[Stored items from a collection]
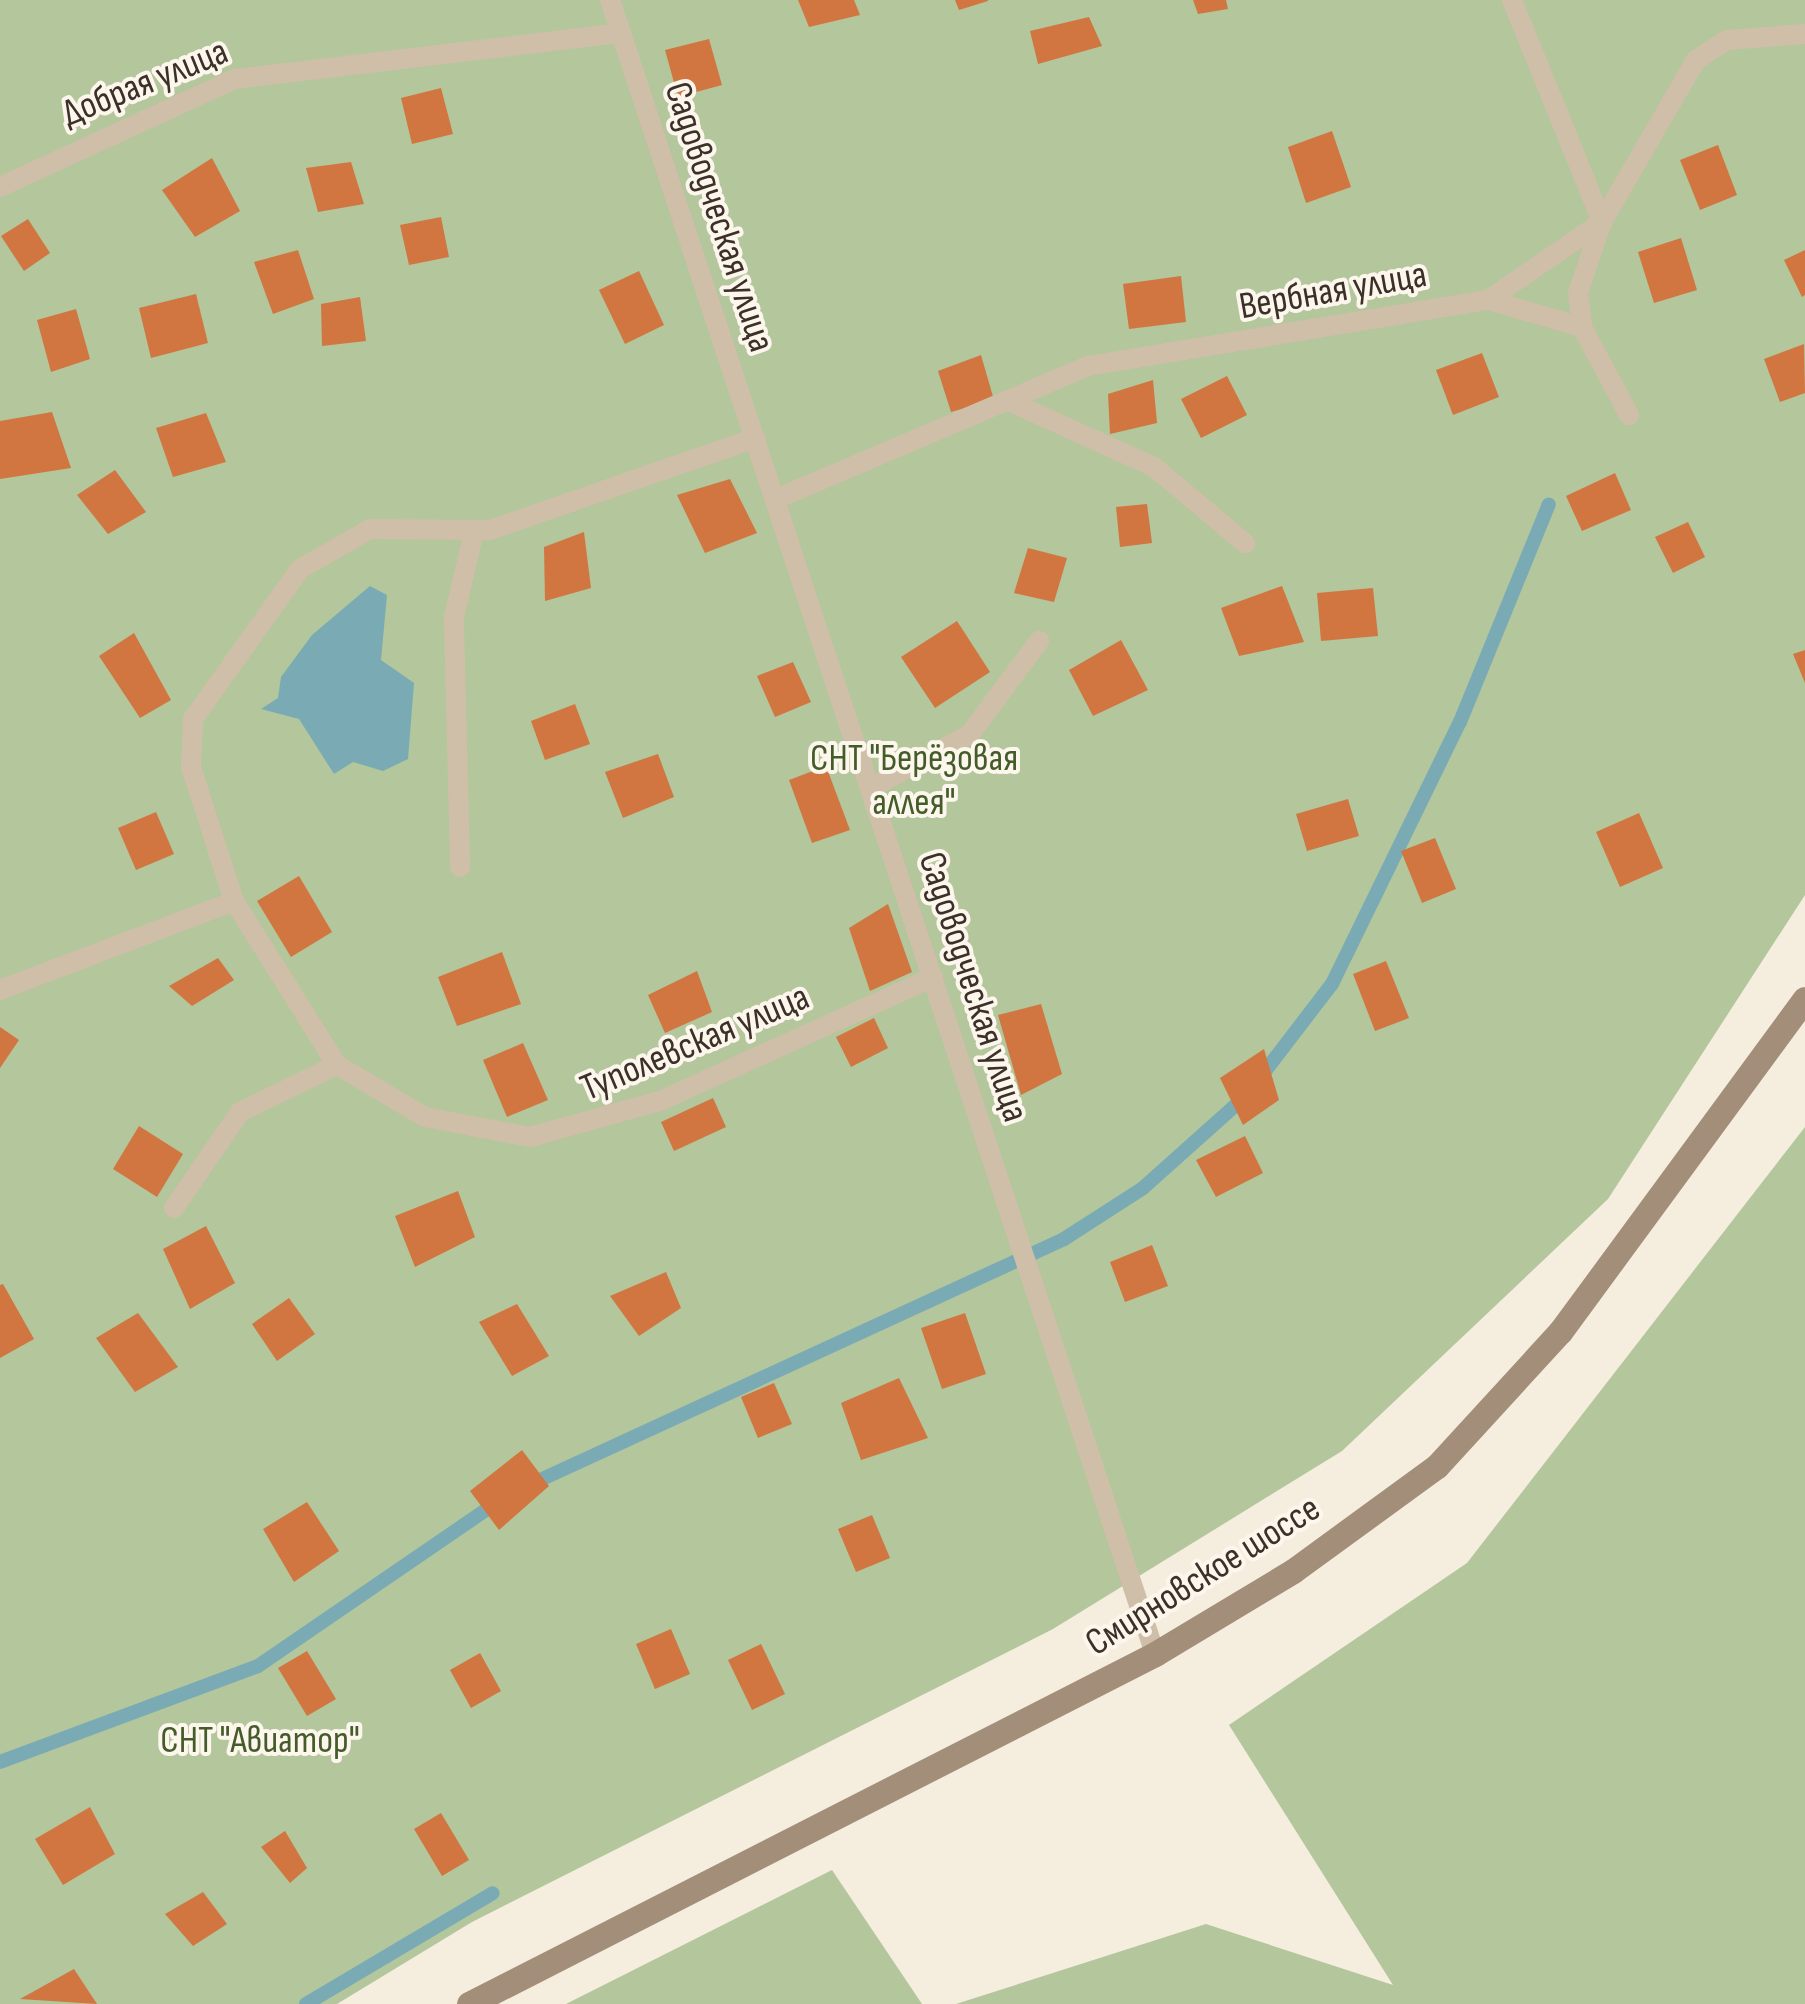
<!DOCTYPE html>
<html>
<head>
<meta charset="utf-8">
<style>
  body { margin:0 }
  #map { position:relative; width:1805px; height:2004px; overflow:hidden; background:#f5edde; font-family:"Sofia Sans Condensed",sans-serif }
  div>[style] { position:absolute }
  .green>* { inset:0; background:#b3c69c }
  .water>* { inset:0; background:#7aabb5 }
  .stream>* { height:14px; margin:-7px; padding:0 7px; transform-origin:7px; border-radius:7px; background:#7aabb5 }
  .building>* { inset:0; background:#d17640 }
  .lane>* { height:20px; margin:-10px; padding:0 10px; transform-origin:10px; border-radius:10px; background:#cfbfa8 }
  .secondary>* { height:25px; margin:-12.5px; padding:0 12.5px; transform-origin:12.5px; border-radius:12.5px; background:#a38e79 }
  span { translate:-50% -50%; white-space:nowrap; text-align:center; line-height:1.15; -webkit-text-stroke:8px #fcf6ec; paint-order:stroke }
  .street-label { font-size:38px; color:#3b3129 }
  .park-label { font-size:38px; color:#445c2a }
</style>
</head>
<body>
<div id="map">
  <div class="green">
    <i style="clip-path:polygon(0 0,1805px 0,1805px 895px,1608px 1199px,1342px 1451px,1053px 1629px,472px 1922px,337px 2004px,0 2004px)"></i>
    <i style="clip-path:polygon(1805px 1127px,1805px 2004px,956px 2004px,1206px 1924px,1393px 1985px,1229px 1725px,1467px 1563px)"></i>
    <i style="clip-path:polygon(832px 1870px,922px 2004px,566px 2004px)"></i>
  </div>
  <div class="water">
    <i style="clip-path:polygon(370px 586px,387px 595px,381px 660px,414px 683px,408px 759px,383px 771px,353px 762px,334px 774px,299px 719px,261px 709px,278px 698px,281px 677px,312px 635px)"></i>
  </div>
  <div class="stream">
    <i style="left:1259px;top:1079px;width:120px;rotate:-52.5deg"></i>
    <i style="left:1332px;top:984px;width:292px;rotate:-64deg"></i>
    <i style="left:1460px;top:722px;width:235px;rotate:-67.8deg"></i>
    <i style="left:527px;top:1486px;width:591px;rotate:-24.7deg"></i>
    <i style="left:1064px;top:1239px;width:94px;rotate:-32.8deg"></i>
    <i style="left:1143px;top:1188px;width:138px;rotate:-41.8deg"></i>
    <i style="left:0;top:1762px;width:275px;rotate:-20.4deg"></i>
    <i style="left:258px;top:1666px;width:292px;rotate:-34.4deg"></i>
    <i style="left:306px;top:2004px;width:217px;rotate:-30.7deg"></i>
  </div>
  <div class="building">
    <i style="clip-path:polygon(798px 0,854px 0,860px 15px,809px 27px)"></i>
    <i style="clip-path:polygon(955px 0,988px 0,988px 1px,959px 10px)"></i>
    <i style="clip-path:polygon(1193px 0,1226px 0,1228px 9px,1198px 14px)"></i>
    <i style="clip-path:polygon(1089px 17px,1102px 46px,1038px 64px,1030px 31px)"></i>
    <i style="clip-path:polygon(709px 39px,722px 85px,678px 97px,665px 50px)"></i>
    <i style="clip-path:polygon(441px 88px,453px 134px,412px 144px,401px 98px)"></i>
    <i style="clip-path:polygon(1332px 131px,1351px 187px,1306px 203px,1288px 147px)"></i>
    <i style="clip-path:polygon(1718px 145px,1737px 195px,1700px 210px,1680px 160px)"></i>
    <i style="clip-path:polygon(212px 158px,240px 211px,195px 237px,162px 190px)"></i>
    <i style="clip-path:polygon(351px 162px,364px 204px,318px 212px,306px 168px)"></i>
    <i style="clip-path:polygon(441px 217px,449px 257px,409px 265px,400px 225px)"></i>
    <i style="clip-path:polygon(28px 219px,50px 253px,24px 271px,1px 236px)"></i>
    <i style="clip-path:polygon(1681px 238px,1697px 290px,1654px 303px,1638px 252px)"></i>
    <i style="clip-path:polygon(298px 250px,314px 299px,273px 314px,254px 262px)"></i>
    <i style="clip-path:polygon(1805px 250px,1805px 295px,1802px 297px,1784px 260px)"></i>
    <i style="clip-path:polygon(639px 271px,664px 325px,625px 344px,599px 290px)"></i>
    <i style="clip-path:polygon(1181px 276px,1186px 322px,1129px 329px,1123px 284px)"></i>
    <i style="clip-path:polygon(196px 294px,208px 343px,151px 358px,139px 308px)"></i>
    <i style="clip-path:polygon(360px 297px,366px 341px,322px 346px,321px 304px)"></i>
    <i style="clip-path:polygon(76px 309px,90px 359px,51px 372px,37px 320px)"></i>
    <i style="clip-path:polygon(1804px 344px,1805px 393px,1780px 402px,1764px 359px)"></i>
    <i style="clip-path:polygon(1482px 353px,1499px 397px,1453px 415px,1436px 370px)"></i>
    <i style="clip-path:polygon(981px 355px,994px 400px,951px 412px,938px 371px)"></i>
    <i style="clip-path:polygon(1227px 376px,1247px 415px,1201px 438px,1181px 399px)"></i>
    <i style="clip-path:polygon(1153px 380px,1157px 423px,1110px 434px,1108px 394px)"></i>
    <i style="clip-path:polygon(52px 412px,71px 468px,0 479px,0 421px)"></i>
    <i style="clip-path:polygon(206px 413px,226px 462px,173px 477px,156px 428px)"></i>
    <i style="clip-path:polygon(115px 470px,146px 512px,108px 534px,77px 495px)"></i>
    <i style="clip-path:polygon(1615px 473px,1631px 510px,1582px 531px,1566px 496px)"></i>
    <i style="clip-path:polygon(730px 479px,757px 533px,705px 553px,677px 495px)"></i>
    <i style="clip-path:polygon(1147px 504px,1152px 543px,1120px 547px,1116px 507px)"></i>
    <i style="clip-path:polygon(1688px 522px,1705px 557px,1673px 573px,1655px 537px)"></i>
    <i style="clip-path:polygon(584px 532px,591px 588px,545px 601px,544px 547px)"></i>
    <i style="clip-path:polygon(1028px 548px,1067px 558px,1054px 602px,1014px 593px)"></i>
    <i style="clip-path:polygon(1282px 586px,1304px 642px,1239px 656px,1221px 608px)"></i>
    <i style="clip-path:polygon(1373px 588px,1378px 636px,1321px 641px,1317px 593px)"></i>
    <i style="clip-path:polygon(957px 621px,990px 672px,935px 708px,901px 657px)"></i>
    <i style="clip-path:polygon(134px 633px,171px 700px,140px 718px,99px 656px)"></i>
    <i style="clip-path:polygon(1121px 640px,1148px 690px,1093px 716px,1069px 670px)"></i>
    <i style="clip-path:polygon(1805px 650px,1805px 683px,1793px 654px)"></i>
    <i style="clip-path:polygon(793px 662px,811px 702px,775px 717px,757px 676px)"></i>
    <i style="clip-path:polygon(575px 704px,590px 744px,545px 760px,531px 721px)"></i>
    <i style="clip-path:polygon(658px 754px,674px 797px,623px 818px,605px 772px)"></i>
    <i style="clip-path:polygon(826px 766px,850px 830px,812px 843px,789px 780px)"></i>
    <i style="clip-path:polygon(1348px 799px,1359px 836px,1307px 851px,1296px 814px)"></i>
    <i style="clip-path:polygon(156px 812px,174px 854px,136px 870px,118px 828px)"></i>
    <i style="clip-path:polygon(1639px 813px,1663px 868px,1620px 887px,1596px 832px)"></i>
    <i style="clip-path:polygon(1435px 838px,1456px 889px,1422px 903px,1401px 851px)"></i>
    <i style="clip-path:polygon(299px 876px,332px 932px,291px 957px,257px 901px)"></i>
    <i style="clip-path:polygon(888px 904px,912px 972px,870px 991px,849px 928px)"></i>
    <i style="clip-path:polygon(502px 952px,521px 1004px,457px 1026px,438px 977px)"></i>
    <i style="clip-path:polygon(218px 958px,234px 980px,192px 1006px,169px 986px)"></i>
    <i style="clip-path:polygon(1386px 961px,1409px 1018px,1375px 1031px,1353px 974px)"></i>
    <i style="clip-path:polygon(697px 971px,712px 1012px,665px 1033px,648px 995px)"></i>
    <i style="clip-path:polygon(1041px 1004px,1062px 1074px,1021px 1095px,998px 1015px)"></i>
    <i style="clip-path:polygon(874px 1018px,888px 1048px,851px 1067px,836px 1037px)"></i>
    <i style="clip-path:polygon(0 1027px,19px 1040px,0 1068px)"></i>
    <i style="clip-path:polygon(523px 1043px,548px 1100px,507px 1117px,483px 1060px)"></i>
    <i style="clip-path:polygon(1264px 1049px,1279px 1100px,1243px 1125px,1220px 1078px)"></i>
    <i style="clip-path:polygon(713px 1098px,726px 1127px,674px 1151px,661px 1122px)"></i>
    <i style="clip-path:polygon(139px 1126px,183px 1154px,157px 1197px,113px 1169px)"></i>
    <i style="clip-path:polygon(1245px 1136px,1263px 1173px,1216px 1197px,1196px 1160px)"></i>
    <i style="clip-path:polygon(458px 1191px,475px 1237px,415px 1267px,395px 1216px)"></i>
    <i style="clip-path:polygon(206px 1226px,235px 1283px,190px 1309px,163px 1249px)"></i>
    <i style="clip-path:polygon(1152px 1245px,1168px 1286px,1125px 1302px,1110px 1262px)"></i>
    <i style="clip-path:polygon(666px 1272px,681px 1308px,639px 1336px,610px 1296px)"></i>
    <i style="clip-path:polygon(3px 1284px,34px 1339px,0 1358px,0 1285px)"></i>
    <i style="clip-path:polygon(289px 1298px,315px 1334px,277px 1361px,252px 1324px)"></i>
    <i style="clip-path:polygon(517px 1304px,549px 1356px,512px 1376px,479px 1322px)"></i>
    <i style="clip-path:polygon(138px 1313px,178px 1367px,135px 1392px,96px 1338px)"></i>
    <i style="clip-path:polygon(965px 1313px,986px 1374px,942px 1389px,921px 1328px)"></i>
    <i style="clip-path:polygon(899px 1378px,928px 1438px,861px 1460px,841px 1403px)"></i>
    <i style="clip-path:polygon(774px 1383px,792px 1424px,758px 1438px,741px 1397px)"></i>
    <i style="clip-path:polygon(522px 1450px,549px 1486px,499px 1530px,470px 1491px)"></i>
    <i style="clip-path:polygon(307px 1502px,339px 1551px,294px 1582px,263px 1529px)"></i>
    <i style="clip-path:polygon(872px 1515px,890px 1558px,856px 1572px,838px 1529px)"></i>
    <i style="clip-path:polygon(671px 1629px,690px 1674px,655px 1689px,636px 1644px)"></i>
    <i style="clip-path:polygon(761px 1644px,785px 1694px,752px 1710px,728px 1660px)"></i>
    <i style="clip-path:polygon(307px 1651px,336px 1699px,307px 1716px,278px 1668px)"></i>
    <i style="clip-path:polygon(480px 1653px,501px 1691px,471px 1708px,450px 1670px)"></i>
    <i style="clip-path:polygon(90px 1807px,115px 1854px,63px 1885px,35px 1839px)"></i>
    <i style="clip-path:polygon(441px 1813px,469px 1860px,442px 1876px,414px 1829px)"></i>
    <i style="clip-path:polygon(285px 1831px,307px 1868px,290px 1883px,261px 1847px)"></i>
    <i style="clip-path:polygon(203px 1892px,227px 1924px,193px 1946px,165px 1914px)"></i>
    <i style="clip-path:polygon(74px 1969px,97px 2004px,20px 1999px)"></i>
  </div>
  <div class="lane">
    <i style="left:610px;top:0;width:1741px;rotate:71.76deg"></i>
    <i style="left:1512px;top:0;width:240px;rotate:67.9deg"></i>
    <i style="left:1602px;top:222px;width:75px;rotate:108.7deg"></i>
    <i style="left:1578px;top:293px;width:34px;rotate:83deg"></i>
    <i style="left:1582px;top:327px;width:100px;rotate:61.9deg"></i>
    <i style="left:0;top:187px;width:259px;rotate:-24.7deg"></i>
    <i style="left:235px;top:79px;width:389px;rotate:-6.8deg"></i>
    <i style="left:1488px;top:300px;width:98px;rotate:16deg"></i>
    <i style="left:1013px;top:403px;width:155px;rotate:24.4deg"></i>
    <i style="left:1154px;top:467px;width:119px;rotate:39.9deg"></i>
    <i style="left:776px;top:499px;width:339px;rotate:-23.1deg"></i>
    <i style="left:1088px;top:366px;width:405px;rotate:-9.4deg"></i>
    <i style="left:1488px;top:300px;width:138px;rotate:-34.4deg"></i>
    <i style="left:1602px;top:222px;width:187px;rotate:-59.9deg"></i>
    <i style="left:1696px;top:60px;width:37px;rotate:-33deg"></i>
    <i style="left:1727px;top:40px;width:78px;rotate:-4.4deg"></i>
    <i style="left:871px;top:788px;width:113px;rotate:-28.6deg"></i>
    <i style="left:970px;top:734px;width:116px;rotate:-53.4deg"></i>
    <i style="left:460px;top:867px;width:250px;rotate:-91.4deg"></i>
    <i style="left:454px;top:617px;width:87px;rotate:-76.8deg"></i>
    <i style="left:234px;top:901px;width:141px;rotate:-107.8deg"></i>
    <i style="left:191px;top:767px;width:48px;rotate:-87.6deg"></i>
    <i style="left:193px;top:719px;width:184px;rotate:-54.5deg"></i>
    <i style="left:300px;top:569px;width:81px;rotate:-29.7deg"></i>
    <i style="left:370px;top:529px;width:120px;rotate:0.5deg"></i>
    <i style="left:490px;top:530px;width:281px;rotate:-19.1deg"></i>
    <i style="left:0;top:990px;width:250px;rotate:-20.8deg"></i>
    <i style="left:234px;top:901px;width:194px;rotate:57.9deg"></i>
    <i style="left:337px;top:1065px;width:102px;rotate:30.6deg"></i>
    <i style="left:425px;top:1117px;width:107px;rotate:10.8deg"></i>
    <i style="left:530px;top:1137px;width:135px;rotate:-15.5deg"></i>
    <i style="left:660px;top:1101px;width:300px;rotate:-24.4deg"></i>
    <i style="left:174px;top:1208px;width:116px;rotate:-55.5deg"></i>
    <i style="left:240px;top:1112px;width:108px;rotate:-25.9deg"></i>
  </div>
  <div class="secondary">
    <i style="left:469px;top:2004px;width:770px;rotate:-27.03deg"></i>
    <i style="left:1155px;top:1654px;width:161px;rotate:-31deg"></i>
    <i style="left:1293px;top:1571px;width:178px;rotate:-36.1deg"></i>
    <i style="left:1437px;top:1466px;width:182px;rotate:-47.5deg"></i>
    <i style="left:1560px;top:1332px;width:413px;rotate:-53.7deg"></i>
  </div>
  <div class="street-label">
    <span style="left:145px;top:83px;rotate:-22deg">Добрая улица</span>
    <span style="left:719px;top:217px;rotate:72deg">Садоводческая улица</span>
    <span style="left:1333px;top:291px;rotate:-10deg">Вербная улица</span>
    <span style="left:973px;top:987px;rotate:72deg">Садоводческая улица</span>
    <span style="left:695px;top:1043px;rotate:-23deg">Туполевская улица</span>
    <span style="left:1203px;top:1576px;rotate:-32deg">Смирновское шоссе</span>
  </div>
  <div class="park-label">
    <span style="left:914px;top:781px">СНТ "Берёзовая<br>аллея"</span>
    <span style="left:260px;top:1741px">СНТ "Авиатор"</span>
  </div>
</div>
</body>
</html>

[What you have to do]
Quote only what lies between the first line of the records and the line containing "height:14px; margin:-7px; padding:0", please, including both lines and excluding images.

[The completed task]
<!DOCTYPE html>
<html>
<head>
<meta charset="utf-8">
<style>
  body { margin:0 }
  #map { position:relative; width:1805px; height:2004px; overflow:hidden; background:#f5edde; font-family:"Sofia Sans Condensed",sans-serif }
  div>[style] { position:absolute }
  .green>* { inset:0; background:#b3c69c }
  .water>* { inset:0; background:#7aabb5 }
  .stream>* { height:14px; margin:-7px; padding:0 7px; transform-origin:7px; border-radius:7px; background:#7aabb5 }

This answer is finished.